Prosperity for Whom?

Although Biden bragged of several initiatives the U.S. has put forward regarding Cities Forward, the U.S.-Caribbean Partnership on Climate, one on migration and one on food security involving Argentina, Brazil, Canada, Chile and the U.S., he highlighted the new Americas Partnership for Economic Prosperity, billed as the “bold” and “ambitious” proposal that will transform the entire hemisphere. How? Because, as he explained it, “it’s grounded on the same core values that my Administration is bringing to our own strong economic recovery.” Economic recovery? Talk of emulating in the rest of the Western Hemisphere the destructive policies the Biden Administration has applied in the U.S. should have been a red flag to anyone listening closely.

The “bold” Partnership for Prosperity is in fact just a warmed-over version for the Americas of the recently announced Indo-Pacific Economic Framework (IPEF), a patchwork of ill-defined policies whose real goal is political—to counter China’s influence in Asia. Like IPEF, this new initiative is long on rhetoric and short on content. One administration official quoted in the Americas Quarterly newsletter June 9, had to admit that the plan is “flexible” and merely “the beginning of a conversation that we want to have.” A ministerial meeting planned for the Fall would work out further details but would only include a select group of “like-minded” countries.
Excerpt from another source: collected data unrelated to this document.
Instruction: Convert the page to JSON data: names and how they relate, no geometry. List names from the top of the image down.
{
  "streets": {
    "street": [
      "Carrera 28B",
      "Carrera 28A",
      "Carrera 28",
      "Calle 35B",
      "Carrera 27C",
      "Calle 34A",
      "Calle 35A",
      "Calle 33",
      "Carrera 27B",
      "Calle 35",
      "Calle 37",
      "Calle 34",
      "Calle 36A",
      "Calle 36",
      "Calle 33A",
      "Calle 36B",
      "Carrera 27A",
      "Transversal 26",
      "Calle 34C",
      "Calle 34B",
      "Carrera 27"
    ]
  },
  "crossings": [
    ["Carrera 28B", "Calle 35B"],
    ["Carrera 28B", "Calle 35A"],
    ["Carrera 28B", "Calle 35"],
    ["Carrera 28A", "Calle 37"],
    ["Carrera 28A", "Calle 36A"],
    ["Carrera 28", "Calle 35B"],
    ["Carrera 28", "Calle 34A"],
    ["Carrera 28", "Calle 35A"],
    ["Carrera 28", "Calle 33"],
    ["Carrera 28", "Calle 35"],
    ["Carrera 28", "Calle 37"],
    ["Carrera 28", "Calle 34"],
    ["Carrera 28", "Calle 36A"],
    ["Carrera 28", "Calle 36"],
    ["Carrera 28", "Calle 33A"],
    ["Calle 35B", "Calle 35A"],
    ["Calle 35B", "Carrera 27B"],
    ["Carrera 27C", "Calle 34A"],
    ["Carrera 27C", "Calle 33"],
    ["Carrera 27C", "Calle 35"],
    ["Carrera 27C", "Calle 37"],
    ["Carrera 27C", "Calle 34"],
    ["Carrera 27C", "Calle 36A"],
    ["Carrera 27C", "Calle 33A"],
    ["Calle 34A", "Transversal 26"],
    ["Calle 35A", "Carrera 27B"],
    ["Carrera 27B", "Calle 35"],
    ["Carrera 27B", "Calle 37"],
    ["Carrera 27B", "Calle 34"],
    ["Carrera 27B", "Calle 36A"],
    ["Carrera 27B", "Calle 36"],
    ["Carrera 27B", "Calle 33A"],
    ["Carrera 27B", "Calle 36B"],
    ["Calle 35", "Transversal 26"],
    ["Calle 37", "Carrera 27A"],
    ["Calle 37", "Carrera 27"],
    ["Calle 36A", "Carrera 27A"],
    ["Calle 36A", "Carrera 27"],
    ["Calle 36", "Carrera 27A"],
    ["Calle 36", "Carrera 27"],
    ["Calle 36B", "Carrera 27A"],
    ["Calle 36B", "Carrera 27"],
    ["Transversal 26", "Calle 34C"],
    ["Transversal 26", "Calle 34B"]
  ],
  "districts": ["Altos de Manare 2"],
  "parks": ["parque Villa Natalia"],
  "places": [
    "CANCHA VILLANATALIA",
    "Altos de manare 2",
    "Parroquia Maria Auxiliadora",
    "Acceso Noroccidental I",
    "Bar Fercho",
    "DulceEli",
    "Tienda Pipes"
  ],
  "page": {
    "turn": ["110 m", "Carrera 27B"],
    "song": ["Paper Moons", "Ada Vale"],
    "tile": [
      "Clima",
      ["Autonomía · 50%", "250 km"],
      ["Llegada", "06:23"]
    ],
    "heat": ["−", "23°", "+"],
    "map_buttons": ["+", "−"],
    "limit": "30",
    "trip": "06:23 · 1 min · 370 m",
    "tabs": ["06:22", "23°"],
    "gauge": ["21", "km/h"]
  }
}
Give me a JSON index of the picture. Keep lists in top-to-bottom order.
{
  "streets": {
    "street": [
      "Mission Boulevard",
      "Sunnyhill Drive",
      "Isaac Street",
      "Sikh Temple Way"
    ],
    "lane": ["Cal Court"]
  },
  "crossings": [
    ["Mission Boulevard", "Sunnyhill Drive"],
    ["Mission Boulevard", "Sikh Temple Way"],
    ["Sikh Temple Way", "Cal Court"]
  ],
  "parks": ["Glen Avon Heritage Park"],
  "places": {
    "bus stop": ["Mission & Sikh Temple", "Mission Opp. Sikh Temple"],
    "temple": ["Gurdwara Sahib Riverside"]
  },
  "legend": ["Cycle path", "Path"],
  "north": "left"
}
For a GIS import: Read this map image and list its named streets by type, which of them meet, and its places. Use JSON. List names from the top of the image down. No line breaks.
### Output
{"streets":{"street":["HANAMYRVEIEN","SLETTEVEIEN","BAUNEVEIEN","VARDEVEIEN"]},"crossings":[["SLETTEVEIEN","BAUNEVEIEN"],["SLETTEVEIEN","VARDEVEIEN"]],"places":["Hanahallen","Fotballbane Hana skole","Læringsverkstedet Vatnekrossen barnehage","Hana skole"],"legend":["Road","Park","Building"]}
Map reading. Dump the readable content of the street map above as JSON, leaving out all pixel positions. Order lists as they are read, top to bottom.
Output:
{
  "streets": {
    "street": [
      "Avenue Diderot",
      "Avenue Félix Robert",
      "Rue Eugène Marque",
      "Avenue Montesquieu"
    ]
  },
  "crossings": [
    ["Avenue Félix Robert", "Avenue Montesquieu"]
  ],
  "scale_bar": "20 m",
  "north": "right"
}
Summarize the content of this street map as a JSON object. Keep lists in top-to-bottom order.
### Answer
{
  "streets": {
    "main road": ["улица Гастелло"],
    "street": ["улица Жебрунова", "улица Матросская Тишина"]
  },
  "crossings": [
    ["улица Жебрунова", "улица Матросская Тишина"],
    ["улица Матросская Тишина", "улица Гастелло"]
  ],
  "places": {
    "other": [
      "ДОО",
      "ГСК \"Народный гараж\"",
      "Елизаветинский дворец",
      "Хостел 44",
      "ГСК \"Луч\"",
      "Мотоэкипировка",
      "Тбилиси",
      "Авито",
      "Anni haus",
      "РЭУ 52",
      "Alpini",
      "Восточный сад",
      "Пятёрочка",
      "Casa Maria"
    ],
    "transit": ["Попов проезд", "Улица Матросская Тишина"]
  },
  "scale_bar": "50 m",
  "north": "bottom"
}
The plan’s five “pillars” are gibberish. One is supposed to reinvigorate regional economic institutions through a revamped Inter-American Development Bank (IADB) and its private investment arm, IDB Invest. The emphasis is on “unlocking substantial amounts of private sector financing investment” which the Biden Administration has never had success in raising. Another pillar emphasizes creating “more resilient supply chains,” which simply means reducing dependence on China. Depopulation will be advanced by promoting low technology “clean energy jobs,” decarbonization, and increasing renewables as part of the energy grid. “Sustainable and inclusive trade” will be based on existing free-trade agreements that are to be the foundation of this boondoggle. No new ones will be signed, and no country will be granted more market access to the U.S.

The other major initiative on migration reflected in the Los Angeles Declaration on Migration and Protection signed June 10, is fraudulent. This is a non-binding resolution which is intended to serve as the basis for bilateral migration deals the Biden administration hopes to sign with individual countries, based on the concept of “shared responsibility.” That is, with the promise of more U.S. funding, governments that are now struggling under the economic burden of hosting hundreds of thousands of immigrants from Venezuela, Haiti, Cuba, Nicaragua and other countries must now act as enforcers, preventing the migrants from leaving their countries to head north to the U.S. The Biden administration is promising to provide more funds to governments to help them pay for more social services, legal protection, and job training for migrants.

Besting China?

Jake Sullivan boasted that all these wonderful new initiatives will be far superior and have a more lasting impact on the lives of the people of the Americas than anything China offers with its “extractive” projects—his term for BRI projects. In remarks to Washington Post columnist Ishaan Tharoor, published June 10, Chile’s former ambassador to China, Jorge Heine, responded to the Summit’s proposals saying, “It all looks very thin.” Today, China is the first or second largest trading partner of most nations in Ibero-America and the Caribbean and is engaged in developing major infrastructure and construction projects across the region. Heine noted,

When U.S. authorities visit Latin America, they often talk about China and why Latin American countries should not deal with China. When Chinese authorities visit, all the talk is about bridges and tunnels and highways and railways and trade.

One vision, Heine added, is clearly “more attractive” than the other. He noted that most governments would prefer the U.S. model for reasons of shared democratic and cultural values:

But the real challenge is development…. When China comes and offers trade and financing, that is welcome. That is the main priority. Latin Americans are not in the business of international power competition.